There was a meme being shared on social media a while ago with a blind lady using a mobile phone. She was ultimately being publicly shamed as being a faker due to her having a long cane and using a phone. This really is ignorance at its worst, and shows how ignorance can be harmful. The BBC had an article highlighting how you can be blind and use a phone: https://www.bbc.co.uk/news/blogs-trending-47031509
One thing I always knew was that I wanted a guide dog. I disliked the cane and a dog would help me massively. The assessment with guide dogs UK highlighted how tense my shoulders were when I walked without any aids — I was constantly braced for impact! I was slightly concerned prior to getting a dog — what would people think? Last week I was walking through town unaided (albeit a danger to the public and myself!) and here I am now, with a guide dog. Of course they’ll all think I am faking it. Those thoughts faded quickly as I bonded with my guide dog. He is the best thing that has happened to me for an age. He guides me around obstacles, helps me get to work, and makes my condition visible. I recall reading a report many years ago on how people would actively cross the street to avoid a blind person with a long cane, whereas when they have a dog there’s less prejudice and less fear of the blind person. I have definitely noticed that.

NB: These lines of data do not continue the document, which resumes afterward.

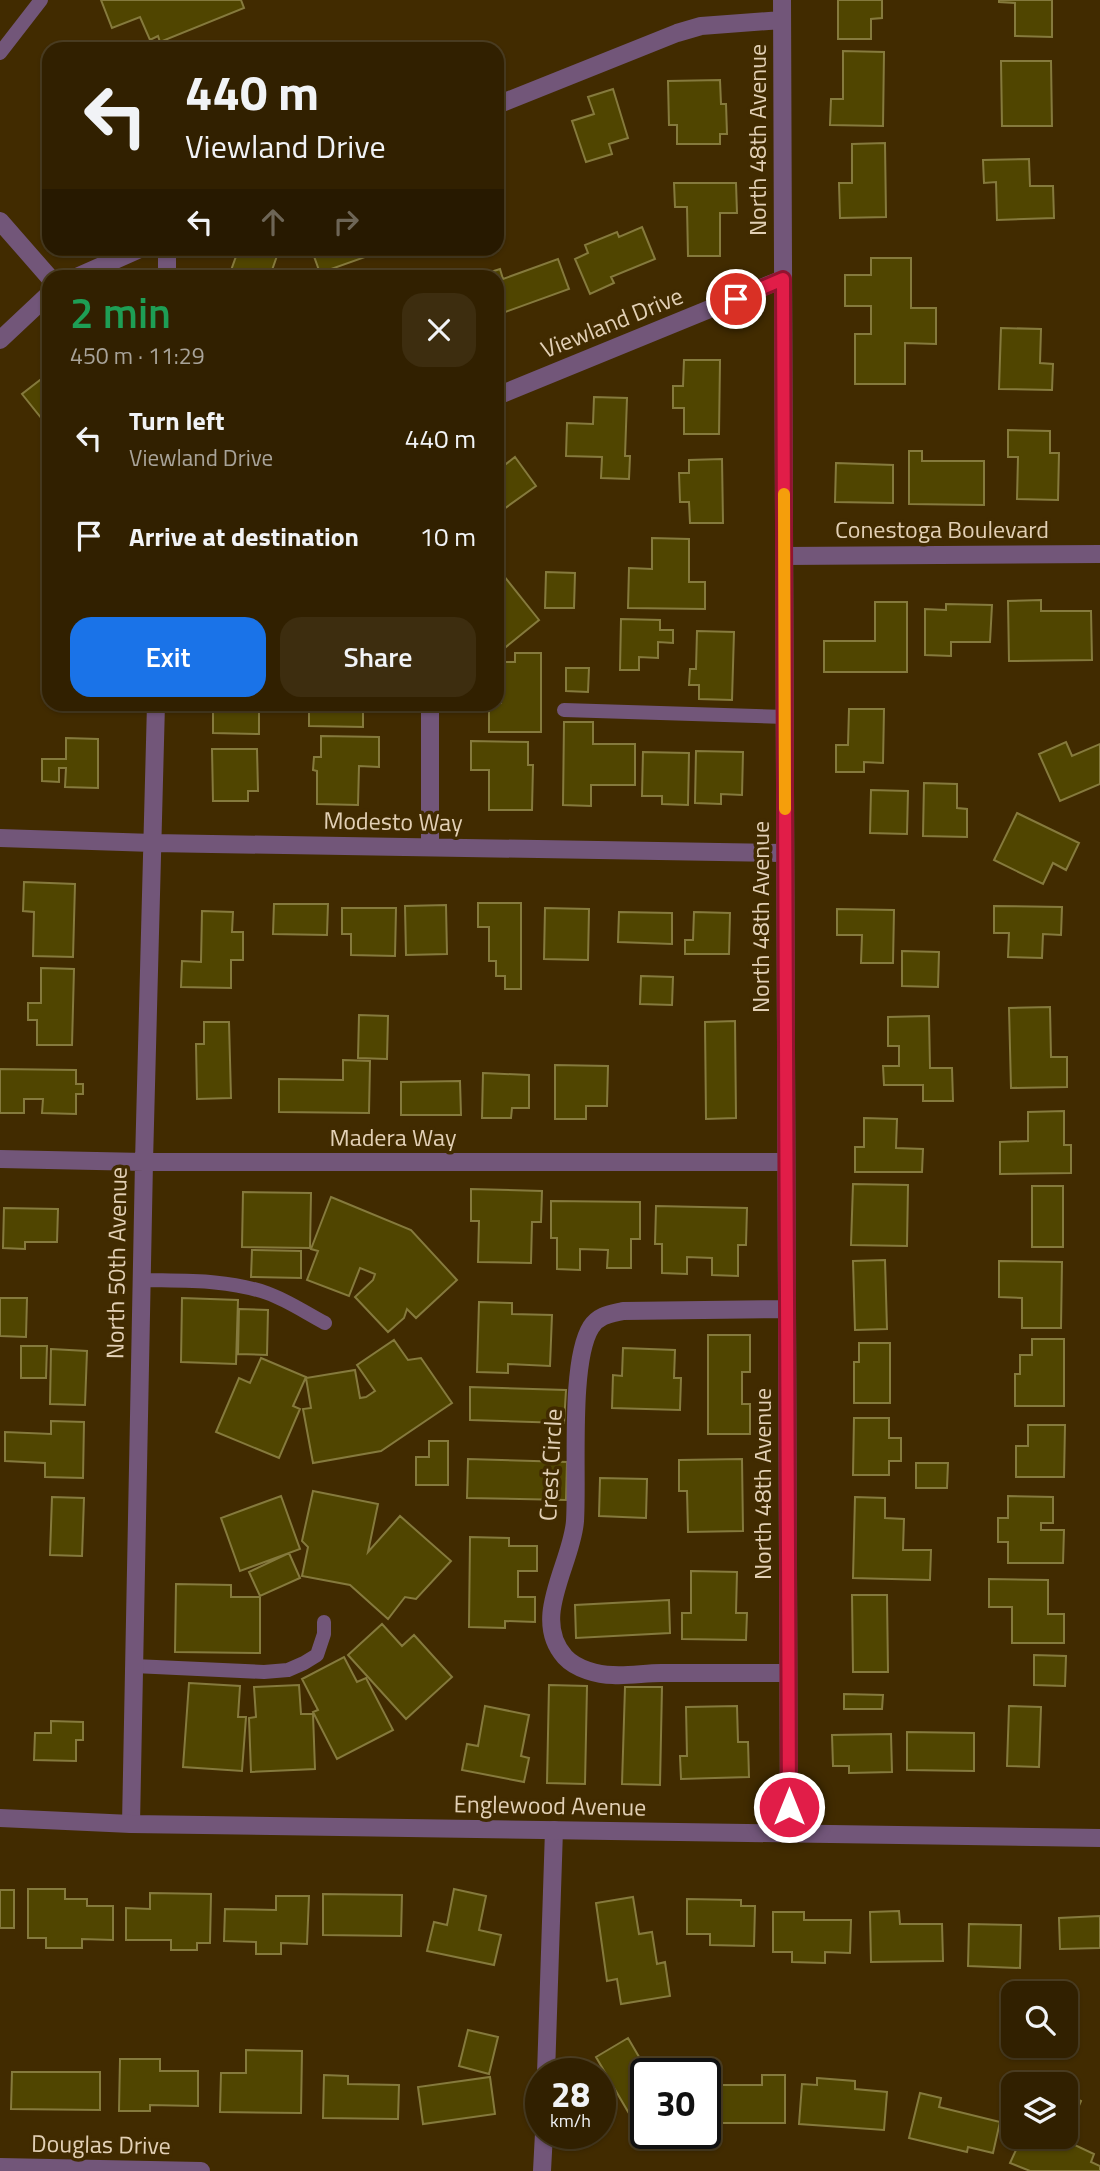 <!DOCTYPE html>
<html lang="en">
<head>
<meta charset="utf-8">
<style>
  body { margin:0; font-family:"Titillium Web",sans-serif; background:#3d2d0f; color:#f1f3f6; height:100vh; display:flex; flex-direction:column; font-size:26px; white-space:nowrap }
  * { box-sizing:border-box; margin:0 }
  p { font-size:23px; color:#a8a399 }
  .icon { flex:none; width:38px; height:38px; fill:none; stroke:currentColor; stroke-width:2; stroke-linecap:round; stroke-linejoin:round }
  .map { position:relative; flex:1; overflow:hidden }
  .details { position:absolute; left:42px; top:270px; width:462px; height:441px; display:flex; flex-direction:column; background:#312000; border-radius:21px; box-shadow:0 2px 5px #0004,0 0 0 2px #4c3e22 }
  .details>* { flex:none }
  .hud { position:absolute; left:42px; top:42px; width:462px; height:214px; border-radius:21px; box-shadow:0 2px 5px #0004,0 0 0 2px #4c3e22; background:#312000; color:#f1f3f6; overflow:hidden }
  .controls { position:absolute; left:1001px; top:1981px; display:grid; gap:14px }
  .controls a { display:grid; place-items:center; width:77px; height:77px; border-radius:14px; background:#312000; box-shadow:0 2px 5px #0004,0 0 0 2px #4c3e22; font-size:35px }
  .speed { position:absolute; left:525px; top:2058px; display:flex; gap:14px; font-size:35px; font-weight:700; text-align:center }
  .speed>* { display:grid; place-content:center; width:91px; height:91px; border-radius:50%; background:#312000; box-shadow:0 2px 5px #0004,0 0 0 2px #4c3e22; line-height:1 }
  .speed small { font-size:18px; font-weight:400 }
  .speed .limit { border:4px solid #111; border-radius:10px; background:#fff; color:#111 }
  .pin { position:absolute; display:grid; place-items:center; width:60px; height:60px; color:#fff; margin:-30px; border:4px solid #fff; border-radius:50%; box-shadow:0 2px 7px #0007 }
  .me { position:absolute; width:77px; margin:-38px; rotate:0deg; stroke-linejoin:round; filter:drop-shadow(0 0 5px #0008) }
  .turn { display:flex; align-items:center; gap:24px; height:147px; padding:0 28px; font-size:32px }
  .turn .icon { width:91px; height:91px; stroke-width:2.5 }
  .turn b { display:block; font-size:49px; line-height:60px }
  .lanes { display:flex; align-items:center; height:66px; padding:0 28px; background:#0003; justify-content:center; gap:35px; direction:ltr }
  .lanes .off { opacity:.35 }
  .round { display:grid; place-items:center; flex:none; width:74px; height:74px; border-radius:21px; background:#3d2d0f }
  .summary { display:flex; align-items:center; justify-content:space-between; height:119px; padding:0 28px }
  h1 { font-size:42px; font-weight:600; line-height:52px; color:#1e9e55 }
  .button { display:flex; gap:14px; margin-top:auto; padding:14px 28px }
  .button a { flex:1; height:80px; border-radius:21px; background:#1a73e8; color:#fff; font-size:28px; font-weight:600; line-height:80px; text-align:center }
  .button a+a { background:#3d2d0f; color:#f1f3f6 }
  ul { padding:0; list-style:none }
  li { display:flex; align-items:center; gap:21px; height:98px; padding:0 28px }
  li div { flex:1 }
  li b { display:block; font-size:26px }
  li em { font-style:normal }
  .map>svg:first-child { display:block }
</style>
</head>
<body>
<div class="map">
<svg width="1100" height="2171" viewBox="0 0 1100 2171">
  <rect width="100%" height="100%" fill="#412b00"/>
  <path fill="#504500" stroke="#857a3d" stroke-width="2" d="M101,0h140l3,8 -84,34 -2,-6 -8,4 -10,-23 -28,11z
    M838,0h44v18l-11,1v20h-33z
    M999,0h53v37l-37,-1v-33l-16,-1z
    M843,51l41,1 -1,74 -53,-1 1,-26h12z
    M1001,61h50l1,65h-50z
    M720,80l1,24h5l1,30h-7v10h-43v-19h-8l-1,-44z
    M613,89l15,49 -19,6 3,10 -26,8 -14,-41 22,-7 -6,-17z
    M885,143l1,74 -46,1 -1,-35h13v-39z
    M1029,159l1,27h23l1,32 -57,2 -1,-38 -12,1 -1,-23z
    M674,183h62l1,30h-17v43h-32l-1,-49h-12z
    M642,227l13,32 -44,18 3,6 -24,11 -15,-35 13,-6 -3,-8 32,-13 2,5z
    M239,248h26l13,5 -7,20 3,1 -1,2h-44z
    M311,248h54l3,8 -48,17z
    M871,258h40v50h25v36l-31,-1v41h-50v-50h16v-28h-26v-31h26z
    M558,259l11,30 -72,26v-39l-16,-1 19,-6 3,10z
    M1001,328l40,1 -1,34 13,1 -1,26 -53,-1z
    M684,360h36l-1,74h-35v-26h-11v-22h10z
    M49,373v48l-3,3 -24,-30z
    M594,397l33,1 -2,58h5l-1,23 -28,-1 1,-21 -36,-1 1,-33 26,1z
    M1008,430l42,1v22h9l-1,47 -41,-1 1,-42h-10z
    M909,451h13v10h62v44l-75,-1z
    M515,457l21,29 -39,28v-43z
    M722,459l1,64h-33l-1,-21h-9l-1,-29h10v-13z
    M836,463l57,2v38l-58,-1z
    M652,538l37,1v43h16v27l-77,-1 1,-40 23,1z
    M500,571l39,49 -38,31 -4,-5v-73z
    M546,572l29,1 -1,35h-29z
    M1041,600v11h50l1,49 -83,1 -1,-60z
    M875,602h32v70h-83v-31h51z
    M946,604l46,1 -2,37h-39v14l-26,-1v-46l21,1z
    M621,619l39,1v10h13v13l-15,-1v16l-19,-1v13h-19z
    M697,631l37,1 -2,68 -33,-1v-14h-10l1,-16h6z
    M515,653h26v79h-52v-28l12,-1v-41h14z
    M566,668h23l-1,24 -22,-1z
    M204,704h55v30l-46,-1v-26l-9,-1z
    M309,704h54v23l-54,-1z
    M849,709h35l-1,54 -19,-1v10h-28v-27h12z
    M564,722h29v22h42v41h-44v21l-28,-1z
    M321,736l58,1v30l-20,-1 -1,39 -41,-1v-33l-4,-1 1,-13h7z
    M66,738l32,1v49l-33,-1 1,-19h-7v14l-17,-1v-22h24z
    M471,741l57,1v23h5l-1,45h-43v-40h-18z
    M1066,742l6,14 28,-12v40l-40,17 -21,-47z
    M212,749h45l1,42h-10v10h-35z
    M696,751l47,1 -1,43 -21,-1v10l-26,-1z
    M643,752l46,1 -1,52 -26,-1v-8h-20z
    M924,783l33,1v24l10,1v28l-44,-1z
    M871,790l37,1 -1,43 -37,-1z
    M1017,813l62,30 -13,27 -13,-7 -10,21 -49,-24z
    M24,882l51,2 -2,73 -40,-1 1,-44 -11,-1z
    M478,903h43v86h-16v-13h-9v-15h-7v-34h-11z
    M274,904h54l-1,31 -54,-1z
    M446,905l1,49 -41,1 -1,-49z
    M994,906l68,1 -1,28 -18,-1 -1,24 -34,-1 1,-24h-15z
    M342,908h54l-1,48 -44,-1v-21h-9z
    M545,908l44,1 -1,51 -44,-1z
    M837,909l57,1 -1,53h-32l1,-28h-25z
    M202,911l31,1 -1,20h11v28h-12v28l-50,-1 1,-26 19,1z
    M619,912l53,1v31l-54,-2z
    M694,912l36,1 -1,41h-44v-14h8z
    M902,951l37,1 -1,35 -36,-1z
    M41,968l33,1 -2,76h-35v-25h-9v-17h13z
    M641,976l32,1 -1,28 -32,-1z
    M1050,1007l1,50h16v30l-56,1 -2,-80z
    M359,1015l29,1 -1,43 -29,-1z
    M929,1016l1,52h22l1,33h-30v-16h-39l-1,-19h16v-20h-11v-29z
    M735,1021l1,97 -30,1 -1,-97z
    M204,1022h25l2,76 -34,1 -1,-55h8z
    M343,1060l27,1 -1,52 -90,-1v-33l64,1z
    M555,1065l53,1 -1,40h-21v13h-31z
    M0,1069l76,1v14h7v10h-7v20l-34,-1 1,-14h-19v14h-24z
    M483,1073l46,2v33h-17l-1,10h-29z
    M460,1081l1,34h-60v-33z
    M1064,1111v34h7v28l-71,1v-32l28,-1v-29z
    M864,1118l33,1 -1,29 27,1 -1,23h-67v-25h9z
    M853,1184l55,1 -1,61 -56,-1z
    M1032,1186h31v61h-31z
    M471,1189l71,2 -1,31h-9l-1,41 -53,-1 1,-41h-8z
    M243,1192l68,1 -1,55 -68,-1z
    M331,1197l80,33 46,50 -41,38 -9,-9 -3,9 -16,14 -33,-35 18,-17 2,-6 -15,-6 -11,28 -42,-16 11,-29 -7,-2z
    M551,1201l89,1v37h-9v29h-24l1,-18 -28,-1v21l-23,-1v-31h-6z
    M656,1206l91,2 -1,37h-8v31l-26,-1v-17l-25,-1v17l-25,-1v-29h-7z
    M4,1208l54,1 -1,33h-32v7l-22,-1z
    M252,1250l49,1v27l-50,-1z
    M885,1260l2,69 -32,1 -2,-69z
    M999,1261l63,1 -1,66h-39v-30l-23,-1z
    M0,1298h27l-1,39 -26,-1z
    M182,1298l56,2 -2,64 -55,-2z
    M479,1302l33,1v11l40,1 -2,51 -42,-2v9l-31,-1z
    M239,1309l29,1 -1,45 -29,-1z
    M708,1335h42v37h-8v32h8v30h-42z
    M1032,1339h32v67h-49v-32h5v-19h12z
    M394,1340l14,20 13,-2 31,45 -71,48 -68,12 -10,-54 8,-1 -5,-30 49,-8 5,28 6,-1 9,-6 -18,-26z
    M859,1343h31v60h-36v-41h5z
    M21,1346h26l-1,32h-25z
    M623,1348l52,2 -1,28h7l-1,32 -68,-2 1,-33 9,1z
    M51,1349l36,2 -2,54 -35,-1z
    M261,1358l45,19 -13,29 7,3 -21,49 -63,-26 23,-54 11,5z
    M470,1387l96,3 -2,33 -94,-3z
    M854,1418h35v20h12v23h-12v14h-36z
    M51,1421l33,1 -1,56 -38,-1v-14l-40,-2v-29l46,2z
    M1028,1425h37l-1,52h-48v-31h12z
    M429,1441h19v44h-32v-28h13z
    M468,1459l99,3 -1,38 -99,-2z
    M742,1459l1,72 -55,1 -1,-41h-8v-31z
    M916,1463h32l-1,25h-31z
    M600,1478l47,1 -1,39 -47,-2z
    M313,1491l65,13 -10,48 32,-36 51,45 -35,38 -11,-2 -17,22 -38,-34 -48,-9 6,-29 -6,-6z
    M281,1496l19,53 -60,22 -19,-53z
    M1008,1496l45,1v26h-12v7h23l-1,33h-55v-21h-10v-24h10z
    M52,1497l32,1 -2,58 -32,-1z
    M855,1497l30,1v20l19,1 -1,31h28l-1,30 -77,-2z
    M470,1537l39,1v8h28v25h-19v26h17v25l-30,-1v7l-36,-1z
    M289,1553l11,25 -40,18 -11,-24z
    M691,1571l46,1 -1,41h11l-1,27 -64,-1v-26h9z
    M989,1579l59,1v34h16v29h-52v-36h-23z
    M176,1584l55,1v12h29v56l-85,-1z
    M852,1595h35l1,77h-35z
    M669,1600l1,33 -94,5 -1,-33z
    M382,1624l20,22 12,-11 38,42 -46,42 -58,-64z
    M1034,1655l32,1 -1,30 -31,-1z
    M344,1657l13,25 9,-4 27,52 -56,29 -24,-47 5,-2 -16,-31z
    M189,1683l51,3 -2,31h8l-4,54 -59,-4z
    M299,1685l2,29h12l2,55 -64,3 -2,-54 7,-1 -2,-30z
    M549,1685l38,1 -2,98 -38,-1z
    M625,1687h37l-2,98 -38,-1z
    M844,1694l39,1 -1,14h-38z
    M485,1706l44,9 -8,41 8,2 -5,24 -62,-12 5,-26 11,2z
    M737,1706l1,36h10l1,35 -68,2 -1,-23h7l-1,-49z
    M1009,1706l32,1 -2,60 -32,-1z
    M51,1721l32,1v18h-7v21l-42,-1 1,-27h16z
    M907,1732l67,1v38l-67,-1z
    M891,1734l1,38 -43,1v-7h-16l-1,-31z
    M28,1889h37v10h22v7h26v34l-31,-1v9h-36v-10h-18z
    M454,1889l32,7 -7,34 22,5 -7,30 -67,-14 7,-29 13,3z
    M0,1890h14v38h-14z
    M150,1893l61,1 -1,49h-13v7h-26v-10h-45v-32l24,1z
    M323,1894l79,1 -1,41 -78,-1z
    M276,1896h33l-2,48 -26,-1v11h-25v-12l-32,-1 1,-32 51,1z
    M633,1897l6,37 13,-2 5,32 8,-2 5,34 -49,8 -4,-25 -10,2 -11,-78z
    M687,1899l54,1v6h14l-1,40 -44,-1v-11h-23z
    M899,1911l1,13h42l1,37 -72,1 -1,-50z
    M773,1912h31v8h47l-1,33 -25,-1v11l-33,-1v-10h-19z
    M1100,1916v32l-40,1 -1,-31z
    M969,1924l52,1 -1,43 -52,-2z
    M468,2030l30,7 -9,37 -30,-8z
    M628,2038l21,36h-3v59h7l-9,6 -48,-82z
    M246,2050l56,1 -1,62 -81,-1 1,-39h25z
    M120,2059h40v12h38v35l-48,-1v6h-31z
    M12,2072h88v38l-89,-1z
    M324,2075l24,1v8l51,1 -1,34 -75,-1z
    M762,2075h23v48h-80v-38h57z
    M490,2077l5,37 -72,10 -5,-37z
    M817,2078l38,3v8l32,3 -3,38 -85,-6 3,-40 15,1z
    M920,2093l21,5 -2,9 61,15 -7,31 -25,-6 -1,5 -58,-14z
    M1066,2094l15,7 -15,35z
    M1022,2137h43l-1,3 30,14 -3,8 9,4v5h-70l-20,-8z"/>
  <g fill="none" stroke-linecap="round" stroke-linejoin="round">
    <path stroke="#725679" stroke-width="14" d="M0,53l41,-53
      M564,710l221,7
      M142,1280c42,1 84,-1 125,13 20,7 39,20 58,30
      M134,1666l130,6 24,-2 16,-7 13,-8 7,-21v-12"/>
    <path stroke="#725679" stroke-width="18" d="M782,0l7,1834
      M497,105l180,-72 24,-7 81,-6
      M0,221l49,56
      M79,276l63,-28
      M167,276v-28
      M0,340l49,-46
      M497,396l286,-117
      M784,556l316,-2
      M0,838l153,5 632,10
      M430,847v-143
      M0,1159l144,3h642
      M787,1309l-164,2c-13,3 -24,4 -32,16 -22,35 -13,148 -16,194 -3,43 -45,97 -10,136 11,12 33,18 48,18 16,1 32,-2 48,-2 42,0 85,0 127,0
      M131,1824l13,-662 12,-458
      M546,2074l8,-244
      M0,2167l201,4
      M542,2171l2,-38"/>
    <path stroke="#725679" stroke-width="18" d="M0,1818l131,6 969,14"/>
  </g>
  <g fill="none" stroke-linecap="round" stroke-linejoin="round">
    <g stroke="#92132f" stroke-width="18">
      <path id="route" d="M736,299l47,-20 6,1528"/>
    </g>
    <use href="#route" stroke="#e11d48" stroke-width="12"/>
    <path stroke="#f59e0b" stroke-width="12" d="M784,494l1,315"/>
  </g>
  <g text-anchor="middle" stroke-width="7" stroke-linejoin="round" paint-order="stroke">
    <g font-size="24" fill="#e2d0b5" stroke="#412b00">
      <text transform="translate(758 140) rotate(-90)" y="8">North 48th Avenue</text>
      <text transform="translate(612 323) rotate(-22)" y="8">Viewland Drive</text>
      <text x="942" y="538">Conestoga Boulevard</text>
      <text transform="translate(393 822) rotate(1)" y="8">Modesto Way</text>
      <text transform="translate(761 917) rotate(-90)" y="8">North 48th Avenue</text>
      <text x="393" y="1146">Madera Way</text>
      <text transform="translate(117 1263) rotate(-89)" y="8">North 50th Avenue</text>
      <text transform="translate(551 1465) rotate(-87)" y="8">Crest Circle</text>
      <text transform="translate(763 1484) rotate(-90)" y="8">North 48th Avenue</text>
      <text transform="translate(550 1806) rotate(1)" y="8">Englewood Avenue</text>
      <text transform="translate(101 2145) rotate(1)" y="8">Douglas Drive</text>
    </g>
  </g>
</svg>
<div class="controls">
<a><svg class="icon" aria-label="search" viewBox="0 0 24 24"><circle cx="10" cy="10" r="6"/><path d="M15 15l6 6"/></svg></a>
<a><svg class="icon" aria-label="layers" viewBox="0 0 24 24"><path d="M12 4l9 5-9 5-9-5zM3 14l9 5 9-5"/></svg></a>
</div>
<div class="speed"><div>28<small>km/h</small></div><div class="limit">30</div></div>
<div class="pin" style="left:736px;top:299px;background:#d93025"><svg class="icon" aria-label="arrive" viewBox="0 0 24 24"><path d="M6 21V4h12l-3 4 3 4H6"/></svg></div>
<svg class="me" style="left:789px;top:1807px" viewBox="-20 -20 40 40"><circle r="17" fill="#e11d48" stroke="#fff" stroke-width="3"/><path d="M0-11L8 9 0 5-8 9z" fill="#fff"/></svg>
<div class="hud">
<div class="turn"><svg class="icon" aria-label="left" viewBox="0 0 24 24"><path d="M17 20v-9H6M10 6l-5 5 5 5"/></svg><div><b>440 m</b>Viewland Drive</div></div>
<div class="lanes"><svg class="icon" aria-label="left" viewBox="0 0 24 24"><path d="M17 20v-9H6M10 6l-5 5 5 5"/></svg><svg class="icon off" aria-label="ahead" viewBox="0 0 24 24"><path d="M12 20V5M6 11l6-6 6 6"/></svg><svg class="icon off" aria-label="right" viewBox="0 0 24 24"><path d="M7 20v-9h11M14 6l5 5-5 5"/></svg></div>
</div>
<section class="details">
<div class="summary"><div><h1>2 min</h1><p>450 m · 11:29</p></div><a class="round"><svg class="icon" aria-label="close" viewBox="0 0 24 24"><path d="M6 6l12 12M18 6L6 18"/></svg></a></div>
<ul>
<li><svg class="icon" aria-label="left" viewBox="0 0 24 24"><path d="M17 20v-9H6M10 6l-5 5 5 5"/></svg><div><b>Turn left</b><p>Viewland Drive</p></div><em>440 m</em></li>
<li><svg class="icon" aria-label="arrive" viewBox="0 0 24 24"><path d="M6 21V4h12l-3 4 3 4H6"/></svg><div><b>Arrive at destination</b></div><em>10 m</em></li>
</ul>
<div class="button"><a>Exit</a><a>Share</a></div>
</section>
</div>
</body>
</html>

The unexpected benefit? I am now more comfortable with being “out” as a blind person. I am more comfortable with my condition being visible. I use my long cane when I free run my guide dog and have no qualms with doing so. I still come up against ignorance, discrimination, and bigotry. It amazes me often how people attempt to flout the law (equalities act (2010)), and that might be the subject of some of my future writing.
I am truly grateful that my guide dog has aided me in so many ways. Mostly with accepting who I am as a disabled person. Someone who once had an invisible condition, and now has one that is more visible. Even if I do still get asked “are you training him?”. Errm, no. He is my dog. I am blind. “oh, but you don’t look blind!”.
What does blind look like? I think society needs to revise the conceptualisation of a blind person so it’s anyone with a visual impairment. A normal human, just one that might need some additional assistance, or to use some form of mobility aid, in some settings.